Posted by: tomeck on October 3, 2007 at 8:55 PM | PERMALINK
[/trolling]
Posted by: rdw on October 3, 2007 at 10:00 PM | PERMALINK
*
Posted by: mhr on October 3, 2007 at 10:04 PM | PERMALINK
[/trolling]
Posted by: rdw on October 3, 2007 at 10:12 PM | PERMALINK
[/trolling]
Posted by: rdw on October 3, 2007 at 10:15 PM | PERMALINK
Dr. Patraeus knew all about the mixture of Sunni and Shite in Iraq having spent two years there before he designed the surge.
You really have drunk the kool-aid! Kagan is the armchair general behind the surge! You boot-licking moron. And your man-crush is still creepy. In fact, it is getting creepier by the minite.
Posted by: Blue Girl, Red State (aka G.C.) on October 3, 2007 at 10:22 PM | PERMALINK
The success or failure of this initiative will tell us most of what we need to know about whether our continued presence in Iraq has any chance of being productive.
This has been said about everything that has happened in Iraq since the start of the war. Nothing has made a positive difference. The Democrats in Congress and those running for president are also mostly afraid to do anything that would make any meaningful change in direction. Things are going to get worse.
Posted by: Qwerty on October 3, 2007 at 10:37 PM | PERMALINK
Succeed in getting rid of Al Qaeda in Iraq, and you still have a massive clusterf*** in which over 4 million people are displaced, and more than half a million dead, with much of the infrastructure in ruins. And when Al Qaeda is gone, the guns will be turned on the US, and other factions...
Kevin, I have no idea how you can construe that direction as leading to success in any meaningful sense of the word.
Posted by: tubino on October 3, 2007 at 10:48 PM | PERMALINK
[/trolling]
Posted by: rdw on October 3, 2007 at 11:00 PM | PERMALINK
My one sentence analysis would be that up until now the US military has learned all its lessons from Israel's suppression of the Palestinians and we have been treating the Iraqis the same way or worse.
That'll get us to a solution soon, right?
Posted by: notthere on October 3, 2007 at 11:05 PM | PERMALINK
[/trolling]
Posted by: rdw on October 3, 2007 at 11:07 PM | PERMALINK
[/trolling]
Posted by: rdw on October 3, 2007 at 11:15 PM | PERMALINK
[/trolling]
Posted by: rdw on October 3, 2007 at 11:16 PM | PERMALINK
That would be Lt. Col. John Nagl, who wrote LLearning to Eat Soup with a Knife: Counterinsurgency Lessons from Malaya and Vietnam. (He is also an avid student of T.E. Lawrence's writings.)

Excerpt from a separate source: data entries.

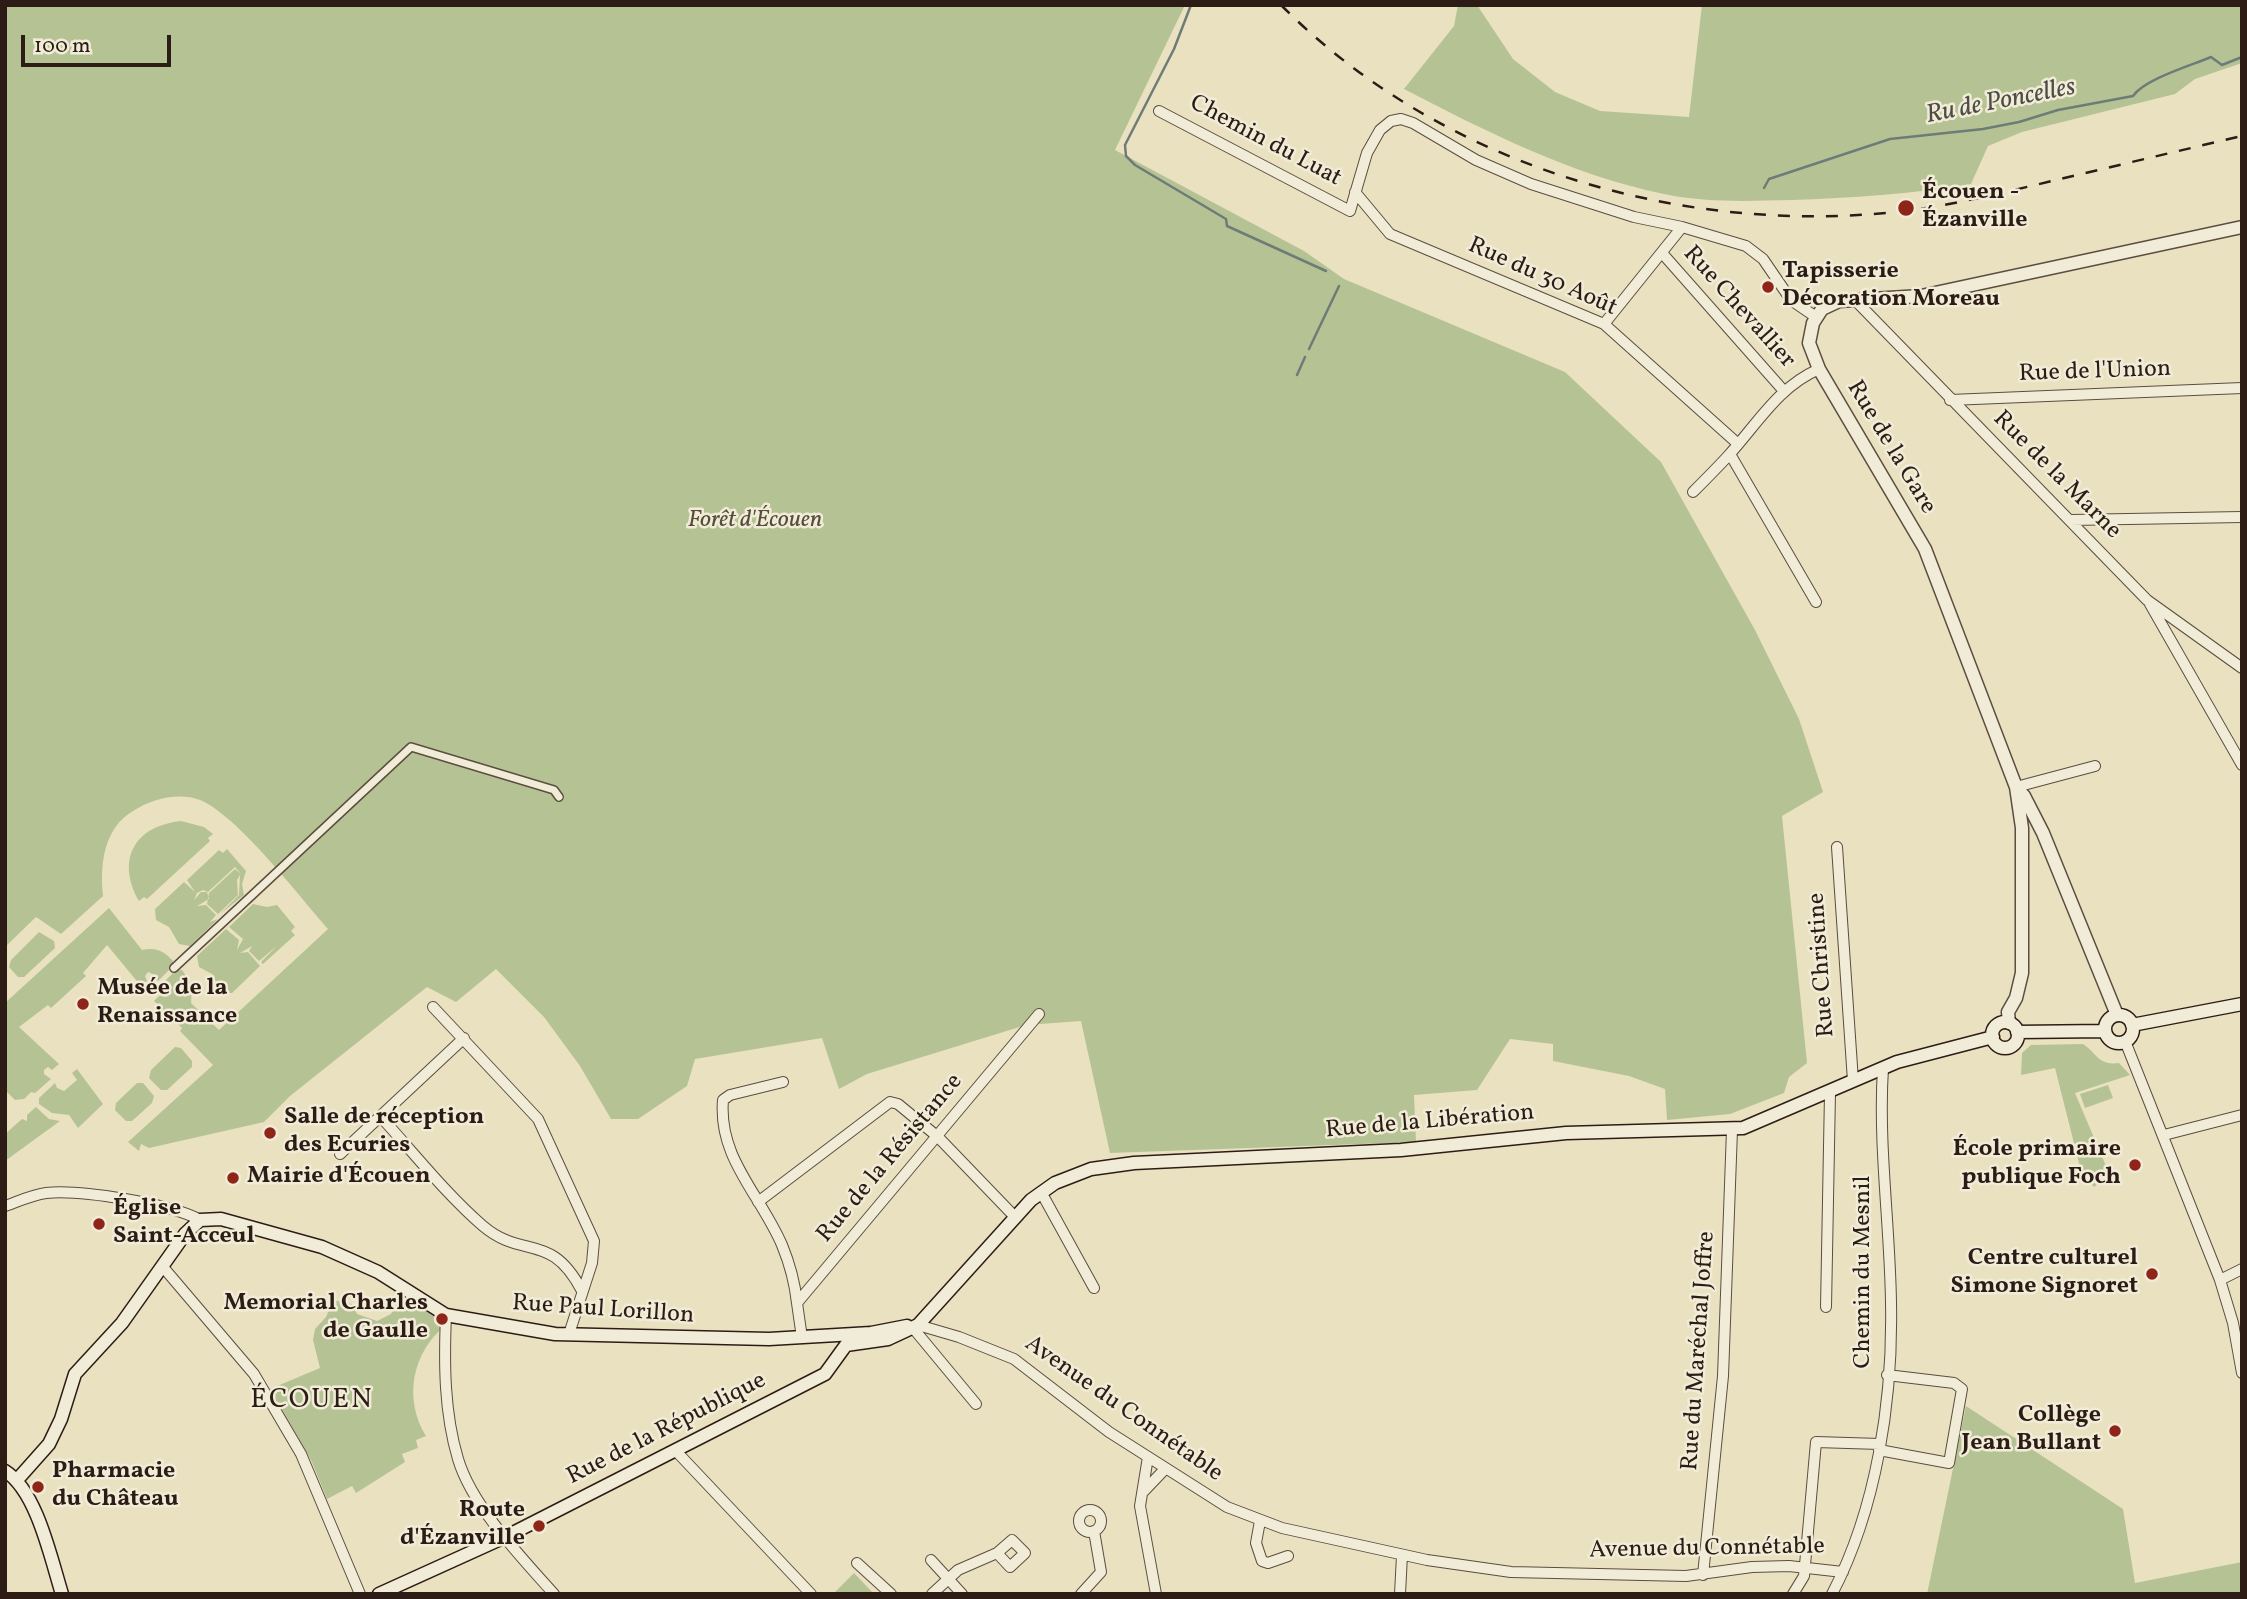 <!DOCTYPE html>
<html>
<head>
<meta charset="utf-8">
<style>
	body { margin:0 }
	#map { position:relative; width:2247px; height:1599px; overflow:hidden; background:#eae1c1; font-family:Vollkorn,serif }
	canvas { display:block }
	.frame { position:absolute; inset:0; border:7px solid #2d1c15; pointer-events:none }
	.scale { position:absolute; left:21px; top:35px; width:150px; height:32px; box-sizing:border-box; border:4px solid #2d1c15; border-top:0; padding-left:9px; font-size:21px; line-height:24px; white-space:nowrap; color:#2d1c15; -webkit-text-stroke:5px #f1ecd7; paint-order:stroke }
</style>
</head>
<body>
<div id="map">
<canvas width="2247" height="1599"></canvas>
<div class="frame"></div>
<div class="scale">100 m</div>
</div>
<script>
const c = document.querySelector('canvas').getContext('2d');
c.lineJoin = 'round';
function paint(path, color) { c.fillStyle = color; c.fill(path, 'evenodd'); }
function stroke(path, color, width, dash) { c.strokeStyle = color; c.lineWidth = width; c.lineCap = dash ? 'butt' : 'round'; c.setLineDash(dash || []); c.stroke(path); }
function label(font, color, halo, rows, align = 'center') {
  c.font = font + ' Vollkorn,serif'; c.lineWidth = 5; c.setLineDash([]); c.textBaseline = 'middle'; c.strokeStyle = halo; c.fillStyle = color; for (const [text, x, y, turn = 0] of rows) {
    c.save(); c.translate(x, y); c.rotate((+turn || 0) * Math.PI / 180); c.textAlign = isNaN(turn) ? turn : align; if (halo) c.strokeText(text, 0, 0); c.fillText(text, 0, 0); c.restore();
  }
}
const green = new Path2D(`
	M5,5H1185L1115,150L1304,251L1344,279L1565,372L1661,462L1755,630L1799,719L1823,792L1782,816L1807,1063L1789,1077L1784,1093L1730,1114L1667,1120L1665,1089L1629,1076L1553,1061V1044L1510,1039L1477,1090L1414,1095L1416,1142L1110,1153L1081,1021L1026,1025L867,1074L839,1089L822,1038L695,1059L687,1086L638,1119H611L580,1066L544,1017L496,969L456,1002L427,987L290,1096L264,1122L149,1148L141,1144L139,1151L128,1142L213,1065L180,1031L182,1028L154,1001L161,994L165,997L169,993L167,986L161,985L176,970H182L192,985L191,1003L219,1030L328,929C299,896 237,815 200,800C178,792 152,799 133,811C103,829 100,865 103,896L61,934L36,917L5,947Z
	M1458,5H1477L1513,59L1555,92L1600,111L1689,117L1702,5H2242V63L2195,79L2175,94L2022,132L1988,146L1971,184C1911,194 1852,198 1791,200C1749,201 1707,203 1664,194C1572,175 1487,132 1404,89L1454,26Z
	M181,821L204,827L213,834L208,838L210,841L147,899L144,897L139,901C116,860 134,826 181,821Z
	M227,849L246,871L242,884L244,895L220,914L239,895L240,875L237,880L238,895L218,914L207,904L209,893L235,869L241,874L235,867L208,892L203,890L197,893L194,900L201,892H207L209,899L197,906L206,905L216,915L210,922L218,919L190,946L179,944L169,927L156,920L155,909L184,882L195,892L187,880L219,850L223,853Z
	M253,904L267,907L277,905L295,927L291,931L295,935L263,964L261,962L277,946L259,961L249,951L252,946L240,953L248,952L260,966L232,993C217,994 218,983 212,974L199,967L197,956L226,929L239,940L237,950L243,939L229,927Z
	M109,908L142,950C156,947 164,951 173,961V966L158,981L155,975L148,972L145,976L147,981L141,986L107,945L83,973L86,976L51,1008L48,1005L19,1027L59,1064L52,1070L48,1067L44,1070V1074L51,1079L35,1093L31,1092L24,1099L15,1100L5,1090V1003Z
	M39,932L54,941L55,948L24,977H18L9,967L11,960Z
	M2083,1044C2097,1053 2098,1066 2119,1063L2130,1075L2075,1093L2109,1173L2094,1187L2081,1171L2055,1068L2021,1075L2022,1053L2031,1045Z
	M175,1047L181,1048L192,1061V1067L167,1090H161L149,1078L151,1070Z
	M77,1069L103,1104L78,1128L69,1115L52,1113L39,1104V1098L55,1083L57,1088L64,1091L77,1080L72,1073Z
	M137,1083H143L154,1096L152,1103L132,1121H126L115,1110L116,1103Z
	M2108,1085L2113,1098L2085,1108L2080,1094Z
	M36,1107L49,1119L60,1121L5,1161V1134L22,1119L27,1121V1115Z
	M402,1293L437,1310L446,1325C412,1352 403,1399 426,1436L416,1440L418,1448L402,1454L405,1462L356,1493L352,1486L327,1499L311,1460L270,1389L320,1368L313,1340L315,1329L326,1317L333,1300L352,1304L357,1314L377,1321L391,1314Z
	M1966,1406L2123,1509L2135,1583L2242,1562V1594H1927Z
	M854,1573L874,1594H833Z`);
const stream = new Path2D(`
	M1191,5L1174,49L1125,145L1126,156L1135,165L1226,219L1227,226L1326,271
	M1764,188L1769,179L1890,139L1983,129L2019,122L2058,110L2133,96C2145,79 2190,66 2211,57L2222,65L2242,57
	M1309,349L1339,286
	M1297,375L1305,357`);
const pedestrian = new Path2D(`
	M174,968L411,747L554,790L559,797`);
const minor = new Path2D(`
	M1159,111L1350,211L1367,153L1380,130L1391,121L1401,119L1413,123L1476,160L1531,184L1634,217L1682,227L1746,246L1763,259L1791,300L1816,317
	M1355,192L1390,234L1604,324L1737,443
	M1662,253L1783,390
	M1854,299L2147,600L2242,668
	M1604,324L1682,227
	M1950,400L2242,388
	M1730,454L1816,602
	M1693,492C1705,480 1717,468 1728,456C1758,423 1778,387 1819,369
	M2071,520L2242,517
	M2150,604L2242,765
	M2016,787L2095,766
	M1837,847L1853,1081
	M433,1007L538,1119L594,1241L592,1263L569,1334
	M2125,1041L2220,1280L2233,1323L2242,1373
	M783,1082L730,1095L723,1100C718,1158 760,1194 782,1245C789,1262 795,1284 797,1303
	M380,1116C414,1153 446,1194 483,1226C523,1260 551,1231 582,1291
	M2164,1135L2242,1115
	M340,1154L464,1038
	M1041,1192L1094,1288
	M758,1202L890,1102L898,1104L938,1137L1015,1217
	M5,1206C19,1201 32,1195 46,1193C79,1189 172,1204 200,1220
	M163,1267L254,1374L301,1454L360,1594
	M2220,1280L2242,1269
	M1826,1307L1830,1093
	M446,1315C444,1363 444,1412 458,1459C472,1506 521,1557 554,1594
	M918,1325L959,1337L1014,1359L1109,1432L1227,1507L1282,1528L1427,1560L1511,1572L1686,1576L1752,1567L1789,1566L1843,1572
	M913,1328L976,1404
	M802,1338L797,1303L1039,1014
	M675,1450L811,1594
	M1879,1450L1949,1463L1962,1389L1954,1383L1887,1375
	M1148,1457L1140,1506L1156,1594
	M1144,1491L1165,1469
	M1079 1521a11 11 0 1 1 22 0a11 11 0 1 1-22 0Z
	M1260,1521L1256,1543L1262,1561L1268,1563L1288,1556
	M931,1560L962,1594
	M857,1563L891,1594
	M1703,1575L1723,1376L1732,1130
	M932,1594L958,1570L997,1553L1012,1540L1025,1553L1010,1567L997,1553
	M1081,1594L1101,1572L1094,1531
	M1400,1594L1402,1555
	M1793,1594L1804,1576L1816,1442L1880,1444
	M1832,1594C1877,1508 1893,1399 1891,1303C1890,1225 1878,1145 1883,1068`);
const tertiary = new Path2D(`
	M2016,787L2024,796L2043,833L2117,1015
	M2009,1023L2008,1012L2016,998L2022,973V828L2016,787L1925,549L1819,369L1809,343L1813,323L1822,309L1839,301L1921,296L2242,227`);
const secondary = new Path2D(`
	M2105 1029a14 14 0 1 1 28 0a14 14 0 1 1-28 0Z
	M1992 1035a13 13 0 1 1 26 0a13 13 0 1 1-26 0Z
	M2132,1025L2242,1004
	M2017,1032L2105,1031
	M5,1471C37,1491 51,1559 62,1594
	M17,1480L49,1444L61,1419L75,1374L122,1323L185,1234L200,1220L221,1219L322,1247L378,1272L446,1315L555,1334L769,1339L871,1333L907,1326
	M379,1594L505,1537L825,1374L846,1345L888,1339L918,1325L1031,1200L1055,1183L1091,1169L1134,1163L1401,1150L1566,1133L1743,1128L1897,1062L1993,1037`);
const rail = new Path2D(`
	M1281,5C1437,162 1669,233 1886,213C1942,208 1997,194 2052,181C2115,166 2178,151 2242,136`);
const markers = [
	[1906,208,9,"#8f2418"],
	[1768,287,7,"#8f2418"],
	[83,1004,7,"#8f2418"],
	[270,1133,7,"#8f2418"],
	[2135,1165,7,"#8f2418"],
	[233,1178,7,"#8f2418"],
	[99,1224,7,"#8f2418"],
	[2152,1274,7,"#8f2418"],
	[442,1319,7,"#8f2418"],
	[2115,1431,7,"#8f2418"],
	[38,1487,7,"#8f2418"],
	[539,1526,7,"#8f2418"]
];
const streetNames = [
	["Chemin du Luat",1265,142,28],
	["Rue du 30 Août",1542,278,24],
	["Rue Chevallier",1738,308,48],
	["Rue de l'Union",2095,373,-2],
	["Rue de la Gare",1890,448,59],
	["Rue de la Marne",2056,476,45],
	["Rue Christine",1823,965,-94],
	["Rue de la Libération",1430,1123,-5],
	["Rue de la Résistance",891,1159,-50],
	["Chemin du Mesnil",1865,1272,-90],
	["Rue Paul Lorillon",603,1311,4],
	["Rue du Maréchal Joffre",1700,1351,-86],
	["Avenue du Connétable",1123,1410,35],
	["Rue de la République",667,1430,-27],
	["Avenue du Connétable",1707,1550,-1]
];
const poiNames = [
	["Écouen -",1922,194],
	["Ézanville",1922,222],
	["Tapisserie",1782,273],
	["Décoration Moreau",1782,301],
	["Musée de la",97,990],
	["Renaissance",97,1018],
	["Salle de réception",284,1119],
	["des Ecuries",284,1147],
	["École primaire",2121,1151,"right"],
	["publique Foch",2121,1179,"right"],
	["Mairie d'Écouen",247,1178],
	["Église",113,1210],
	["Saint-Acceul",113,1238],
	["Centre culturel",2138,1260,"right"],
	["Simone Signoret",2138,1288,"right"],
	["Memorial Charles",428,1305,"right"],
	["de Gaulle",428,1333,"right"],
	["Collège",2101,1417,"right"],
	["Jean Bullant",2101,1445,"right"],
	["Pharmacie",52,1473],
	["du Château",52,1501],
	["Route",525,1512,"right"],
	["d'Ézanville",525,1540,"right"]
];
const parkNames = [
	["Forêt d'Écouen",755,522]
];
const waterNames = [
	["Ru de Poncelles",2001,103,-11]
];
const quarterNames = [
	["ÉCOUEN",312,1402]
];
paint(green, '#b5c394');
stroke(stream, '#6e7c78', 2.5);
stroke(pedestrian, '#5c4d40', 10);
stroke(minor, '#5c4d40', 12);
stroke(tertiary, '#5c4d40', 15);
stroke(secondary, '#2d1c15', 15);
stroke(pedestrian, '#f1ecd7', 7);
stroke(minor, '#f1ecd7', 10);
stroke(tertiary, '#f1ecd7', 12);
stroke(secondary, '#f1ecd7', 12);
stroke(rail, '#2d1c15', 2.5, [12, 12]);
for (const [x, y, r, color] of markers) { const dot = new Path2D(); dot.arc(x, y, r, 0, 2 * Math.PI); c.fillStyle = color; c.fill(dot); stroke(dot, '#f1ecd7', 2.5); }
label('24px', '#2d1c15', '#f1ecd7', streetNames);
label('bold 24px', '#2d1c15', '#f1ecd7', poiNames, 'left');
label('italic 24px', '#564e3b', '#f1ecd7', parkNames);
label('italic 26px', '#4e4c47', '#f1ecd7', waterNames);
c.letterSpacing = '2px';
label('28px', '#2d1c15', '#f1ecd7', quarterNames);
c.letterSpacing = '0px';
</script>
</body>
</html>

That you invoke his name, what he has said, and what he has written, by citing "a specific special forces task force has been profitably dedicated to the extermination of their senior leadership" suggests that you haven't a clue what this is really about.
Hint: "The military action is secondary to the political one, its primary purpose being to afford the political power enough freedom to work safely with the population.."
Posted by: has407 on October 3, 2007 at 11:22 PM | PERMALINK
The "Anbar Awakening" has — so far — been a considerable success for the U.S. mission in Iraq. Over the past year, as Sunni tribes in Anbar have increasingly turned against al-Qaeda in Iraq, violence in the province has dropped dramatically.
Next step: recreating that success in the capital.
Any chance that the rest of Iraq isn't just like Anbar in such a way that the same result can't be made to happen in the same way?
Maybe Anbar is just a fluke. Maybe it can't be done anywhere else. That is, maybe it was the Anbarese who made it happen (not us), and if it's going to happen anywhere else it's going to depend on the people in those other place all feeling the same type of effects that the people in Anbar did (not necessarily repeatable in those places at all) to get the same consequences.
Posted by: Swan on October 3, 2007 at 11:48 PM | PERMALINK
That is, maybe it was the Anbarese who made it happen (not us), and if it's going to happen anywhere else it's going to depend on the people in those other place all feeling the same type of effects that the people in Anbar did (not necessarily repeatable in those places at all) to get the same consequences.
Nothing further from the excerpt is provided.